“The libertarian economist at the University of Chicago, Henry Calvert Simons, advocated in the years after the 1930 crisis for a banking system with 100% reserve requirements. That is: that the money that the depositors contributed to the banking institutions could not be lent, but would remain in their coffers, or would be exchanged for highly liquid assets, available when their holders wanted to withdraw it. In return, the banks they would not pay any interest for said deposits”, explains Víctor Beker, director of the Center for Studies of the New Economy (CENE) of the University of Belgrano.
“Separately, the investment bank would function, in charge of providing long-term financing to companies. Short-term credit, considered a destabilizing element of the economy, would be abolished. The fact that the banks proceed to cut it, every time expectations turn negative, precipitates a contraction in business volume, argued Simons”, the economist points out.
However, the director of the CENE warns that Milton Friedman himself, Simons’s student, was one of the critics of this proposal, calling it unnecessary and wrong. “Furthermore, he considered it inspired by an interpretation of the 1930 crisis similar to that made by the British economist John M. Keynes.

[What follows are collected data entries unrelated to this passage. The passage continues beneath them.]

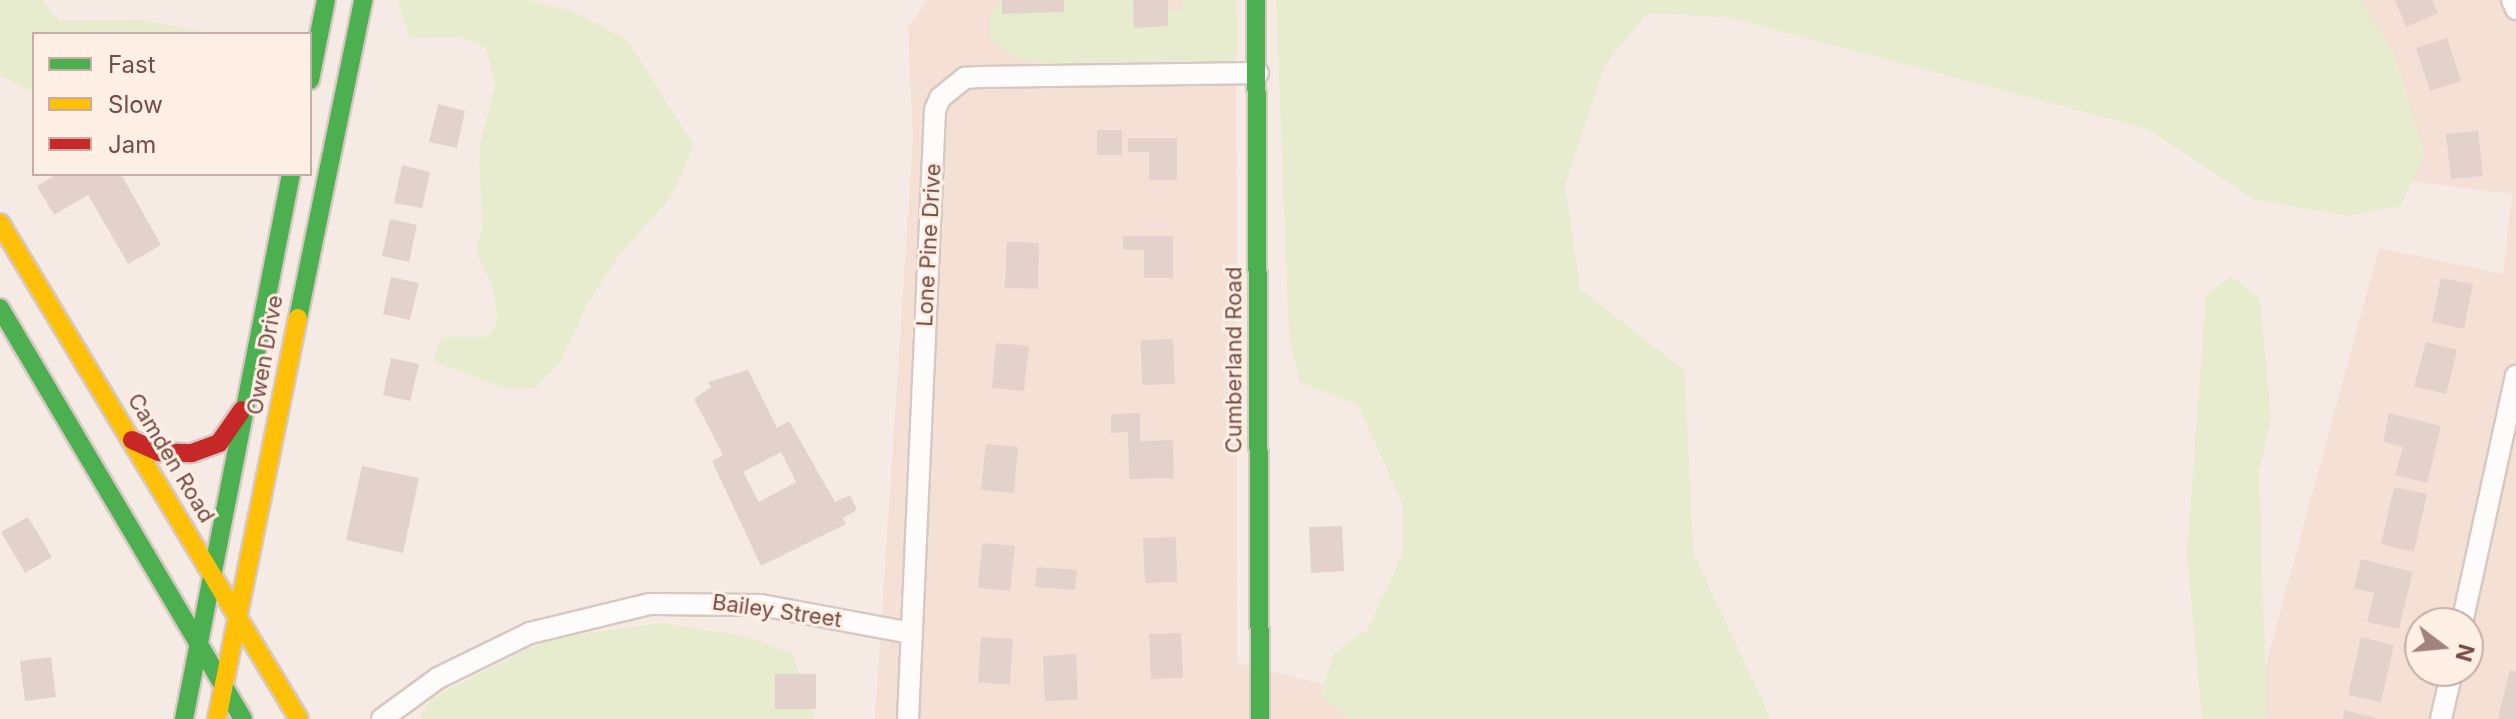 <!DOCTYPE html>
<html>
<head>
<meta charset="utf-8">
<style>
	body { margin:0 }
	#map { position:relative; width:2516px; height:719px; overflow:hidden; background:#f6ebe4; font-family:Inter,sans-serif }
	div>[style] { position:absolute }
	.residential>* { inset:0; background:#f4e0d4 }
	.green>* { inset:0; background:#e6eccd }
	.building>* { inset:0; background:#e3d1cc }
	.roads { filter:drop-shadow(2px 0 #d7c8c2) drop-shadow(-2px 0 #d7c8c2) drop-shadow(0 2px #d7c8c2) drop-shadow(0 -2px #d7c8c2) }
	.street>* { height:20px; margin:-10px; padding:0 10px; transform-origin:10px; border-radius:10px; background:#fefcfb }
	.fast>* { height:18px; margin:-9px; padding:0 9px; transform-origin:9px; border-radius:9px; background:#4caf50 }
	.slow>* { height:18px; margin:-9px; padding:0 9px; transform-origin:9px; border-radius:9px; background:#ffc107 }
	.jam>* { height:18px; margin:-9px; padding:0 9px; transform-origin:9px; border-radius:9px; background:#c62828 }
	span { translate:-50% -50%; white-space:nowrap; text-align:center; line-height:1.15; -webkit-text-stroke:6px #ffefe4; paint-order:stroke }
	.street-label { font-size:22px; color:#754b44 }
	.legend { position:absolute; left:32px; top:32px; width:280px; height:144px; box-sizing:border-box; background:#ffefe4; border:2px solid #c8ada4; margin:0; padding:10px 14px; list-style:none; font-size:24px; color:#754b44 }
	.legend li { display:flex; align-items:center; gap:16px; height:40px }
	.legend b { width:40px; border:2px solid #c8ada4 }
	.north { position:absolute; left:2404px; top:607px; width:80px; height:80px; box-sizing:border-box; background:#ffefe4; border:2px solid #c8ada4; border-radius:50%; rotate:106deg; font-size:22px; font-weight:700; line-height:32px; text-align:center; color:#754b44 }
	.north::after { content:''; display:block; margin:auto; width:28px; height:36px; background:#a2837c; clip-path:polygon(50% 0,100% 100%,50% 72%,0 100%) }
</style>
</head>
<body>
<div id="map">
	<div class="residential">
		<i style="clip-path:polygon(928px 0,1236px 0,1237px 663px,1463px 719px,875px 719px,913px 139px,908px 27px)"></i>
		<i style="clip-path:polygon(evenodd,2341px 0,2516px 0,2516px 719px,2251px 719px,2379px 248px,2503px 274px,2512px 194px,2386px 178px,2341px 0,2420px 623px,2468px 623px,2468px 671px,2420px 671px,2420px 623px)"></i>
	</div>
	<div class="green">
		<i style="clip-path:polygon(0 0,41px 0,60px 21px,142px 20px,217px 34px,34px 34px,34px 88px,29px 91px,0 75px)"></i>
		<i style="clip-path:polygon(397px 0,526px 0,570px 10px,627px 39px,694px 146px,671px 197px,619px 255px,588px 303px,560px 363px,536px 388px,507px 389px,433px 361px,442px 337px,487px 337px,498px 321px,492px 285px,476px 251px,482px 230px,479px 148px,495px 85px,486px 48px,460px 37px,410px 38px)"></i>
		<i style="clip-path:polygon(1001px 0,1145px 0,1176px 11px,1183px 10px,1183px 0,1236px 0,1237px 53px,1231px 64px,1082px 67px,1018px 60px,991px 40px,989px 19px)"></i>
		<i style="clip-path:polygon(1276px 0,2361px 0,2394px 53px,2425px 155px,2401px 206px,2348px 216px,2255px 200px,2148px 129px,1726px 17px,1648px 13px,1605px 65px,1565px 186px,1580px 289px,1685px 371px,1693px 552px,1771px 719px,1350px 719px,1320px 695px,1334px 653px,1368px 629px,1403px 553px,1402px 503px,1358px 405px,1300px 382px,1289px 337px)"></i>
		<i style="clip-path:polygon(2231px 276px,2260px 299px,2271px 419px,2259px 472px,2267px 719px,2202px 719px,2187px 554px,2206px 295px)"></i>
		<i style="clip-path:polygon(661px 623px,745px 636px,792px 653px,816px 719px,420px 719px,430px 699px,548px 639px)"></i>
	</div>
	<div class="building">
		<i style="clip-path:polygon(1002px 0,1064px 0,1064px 12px,1002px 14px)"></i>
		<i style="clip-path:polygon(1133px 0,1168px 0,1168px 26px,1134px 28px)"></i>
		<i style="clip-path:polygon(2395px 0,2432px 0,2438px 13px,2406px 27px)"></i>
		<i style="clip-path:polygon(2447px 38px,2461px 81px,2430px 91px,2416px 48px)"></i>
		<i style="clip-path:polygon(438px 104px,465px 111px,457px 148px,429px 142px)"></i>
		<i style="clip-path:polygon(1097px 130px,1122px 130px,1122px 155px,1097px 155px)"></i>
		<i style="clip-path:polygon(2478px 131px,2483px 176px,2451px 179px,2446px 134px)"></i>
		<i style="clip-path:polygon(1128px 138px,1177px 138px,1177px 180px,1149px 180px,1149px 152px,1128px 152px)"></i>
		<i style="clip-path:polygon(402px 165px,430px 172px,422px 208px,394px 203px)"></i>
		<i style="clip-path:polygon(57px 174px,121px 174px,161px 245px,128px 264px,88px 195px,54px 215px,37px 186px)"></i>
		<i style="clip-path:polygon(390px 219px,417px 225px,409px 262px,382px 256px)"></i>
		<i style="clip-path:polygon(1123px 236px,1173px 236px,1173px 278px,1144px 278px,1144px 250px,1123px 250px)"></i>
		<i style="clip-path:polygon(1007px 242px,1039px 243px,1038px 289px,1005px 288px)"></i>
		<i style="clip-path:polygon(391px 277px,419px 283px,410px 320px,383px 314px)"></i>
		<i style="clip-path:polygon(2441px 278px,2473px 284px,2464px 329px,2432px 322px)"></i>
		<i style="clip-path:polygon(1173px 339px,1175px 384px,1142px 385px,1141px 340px)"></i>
		<i style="clip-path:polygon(2426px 342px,2457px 350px,2446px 394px,2414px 386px)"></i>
		<i style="clip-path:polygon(996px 343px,1029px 346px,1024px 391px,992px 388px)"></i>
		<i style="clip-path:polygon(391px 358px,419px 364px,410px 401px,383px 395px)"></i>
		<i style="clip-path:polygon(evenodd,748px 370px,777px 428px,789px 421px,835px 502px,850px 495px,857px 510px,843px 518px,846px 524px,761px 566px,712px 461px,723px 455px,694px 399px,711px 387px,708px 382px,748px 370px,781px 452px,796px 482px,759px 502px,743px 472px,781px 452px)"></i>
		<i style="clip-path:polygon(1140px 413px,1140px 441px,1173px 440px,1174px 478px,1129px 479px,1128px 432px,1111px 433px,1111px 414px)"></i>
		<i style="clip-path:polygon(2389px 413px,2441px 426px,2427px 483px,2395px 475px,2403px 447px,2383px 442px)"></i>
		<i style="clip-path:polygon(986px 444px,1018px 447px,1014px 493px,981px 490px)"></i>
		<i style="clip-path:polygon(362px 466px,419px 478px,403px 553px,346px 540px)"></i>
		<i style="clip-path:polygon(2394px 487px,2427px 494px,2414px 552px,2381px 544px)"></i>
		<i style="clip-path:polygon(28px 517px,52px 557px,25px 573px,1px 532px)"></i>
		<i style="clip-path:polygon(1342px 526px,1344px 571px,1311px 573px,1309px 527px)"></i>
		<i style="clip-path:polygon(1176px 537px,1177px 582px,1145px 583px,1143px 538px)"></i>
		<i style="clip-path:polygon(982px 543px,1015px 546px,1010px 591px,978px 588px)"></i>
		<i style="clip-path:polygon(2361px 559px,2413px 572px,2399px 629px,2367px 622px,2374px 593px,2354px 588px)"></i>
		<i style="clip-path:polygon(1037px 567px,1077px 570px,1075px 590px,1035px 587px)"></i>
		<i style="clip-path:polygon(1181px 633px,1183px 678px,1151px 679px,1149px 634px)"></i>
		<i style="clip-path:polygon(981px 637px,1013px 639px,1010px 685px,978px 682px)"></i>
		<i style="clip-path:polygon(2361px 637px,2394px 645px,2381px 702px,2348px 695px)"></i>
		<i style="clip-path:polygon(1076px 654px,1078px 700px,1045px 701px,1043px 656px)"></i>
		<i style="clip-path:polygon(51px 657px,56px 697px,25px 701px,20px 661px)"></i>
		<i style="clip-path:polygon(2510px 670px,2516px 672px,2516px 719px,2498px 719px)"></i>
		<i style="clip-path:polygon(775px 674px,816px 674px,816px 709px,775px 709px)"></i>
		<i style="clip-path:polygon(2344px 710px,2377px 718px,2377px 719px,2343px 719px)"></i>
	</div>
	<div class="roads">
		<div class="street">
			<i style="left:2512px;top:0;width:10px;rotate:66deg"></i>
			<i style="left:2462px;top:623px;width:253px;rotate:-77.7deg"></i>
			<i style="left:382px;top:719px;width:69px;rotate:-36.2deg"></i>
			<i style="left:438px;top:678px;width:102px;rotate:-26.1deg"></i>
			<i style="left:530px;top:633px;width:123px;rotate:-13.6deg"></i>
			<i style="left:650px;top:604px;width:111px;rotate:0.5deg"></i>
			<i style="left:761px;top:605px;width:153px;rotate:10.6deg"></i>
			<i style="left:908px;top:719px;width:610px;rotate:-87.46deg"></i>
			<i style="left:935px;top:110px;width:13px;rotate:-67deg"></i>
			<i style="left:940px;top:98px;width:32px;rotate:-39deg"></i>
			<i style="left:965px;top:78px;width:14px;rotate:-4deg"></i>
			<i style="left:979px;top:77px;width:279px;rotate:-0.8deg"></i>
			<i style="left:2441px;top:719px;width:49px;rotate:-77.1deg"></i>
		</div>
		<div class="fast">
			<i style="left:1256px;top:0;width:719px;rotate:89.68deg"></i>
			<i style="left:310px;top:80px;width:82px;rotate:-78.7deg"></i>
			<i style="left:0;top:308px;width:477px;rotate:59.4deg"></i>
			<i style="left:298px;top:318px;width:325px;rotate:-78.4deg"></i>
			<i style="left:184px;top:719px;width:555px;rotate:-78.89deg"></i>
		</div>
		<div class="slow">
			<i style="left:0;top:223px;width:579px;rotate:58.92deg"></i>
			<i style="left:217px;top:719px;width:409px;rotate:-78.6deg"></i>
		</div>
		<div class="jam">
			<i style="left:132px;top:440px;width:30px;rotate:24deg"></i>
			<i style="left:159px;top:452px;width:33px;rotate:2deg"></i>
			<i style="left:192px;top:453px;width:29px;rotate:-20deg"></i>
			<i style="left:219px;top:443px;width:40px;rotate:-55.1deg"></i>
		</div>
	</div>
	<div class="street-label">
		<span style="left:929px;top:245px;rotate:-87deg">Lone Pine Drive</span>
		<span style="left:265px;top:355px;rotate:-80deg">Owen Drive</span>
		<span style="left:1234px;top:360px;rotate:-90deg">Cumberland Road</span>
		<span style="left:171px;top:458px;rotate:59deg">Camden Road</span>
		<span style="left:777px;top:611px;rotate:8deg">Bailey Street</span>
	</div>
	<ul class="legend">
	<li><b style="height:10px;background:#4caf50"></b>Fast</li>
	<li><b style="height:10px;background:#ffc107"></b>Slow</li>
	<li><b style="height:10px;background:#c62828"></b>Jam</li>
	</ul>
	<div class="north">N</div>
</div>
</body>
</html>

Friedman highlighted the similarities between the thinking of Simons and that of Keynes, rejecting the former’s proposals on banking and monetary policy”, he illustrates.
Beker concludes that “although the idea of the separation between deposit and investment banking included in the Glass-Steagall Act of 1933 seemed to vindicate one of Simons’s proposals, said rule was in force until 1999, when it was repealed under the administration of President Clinton.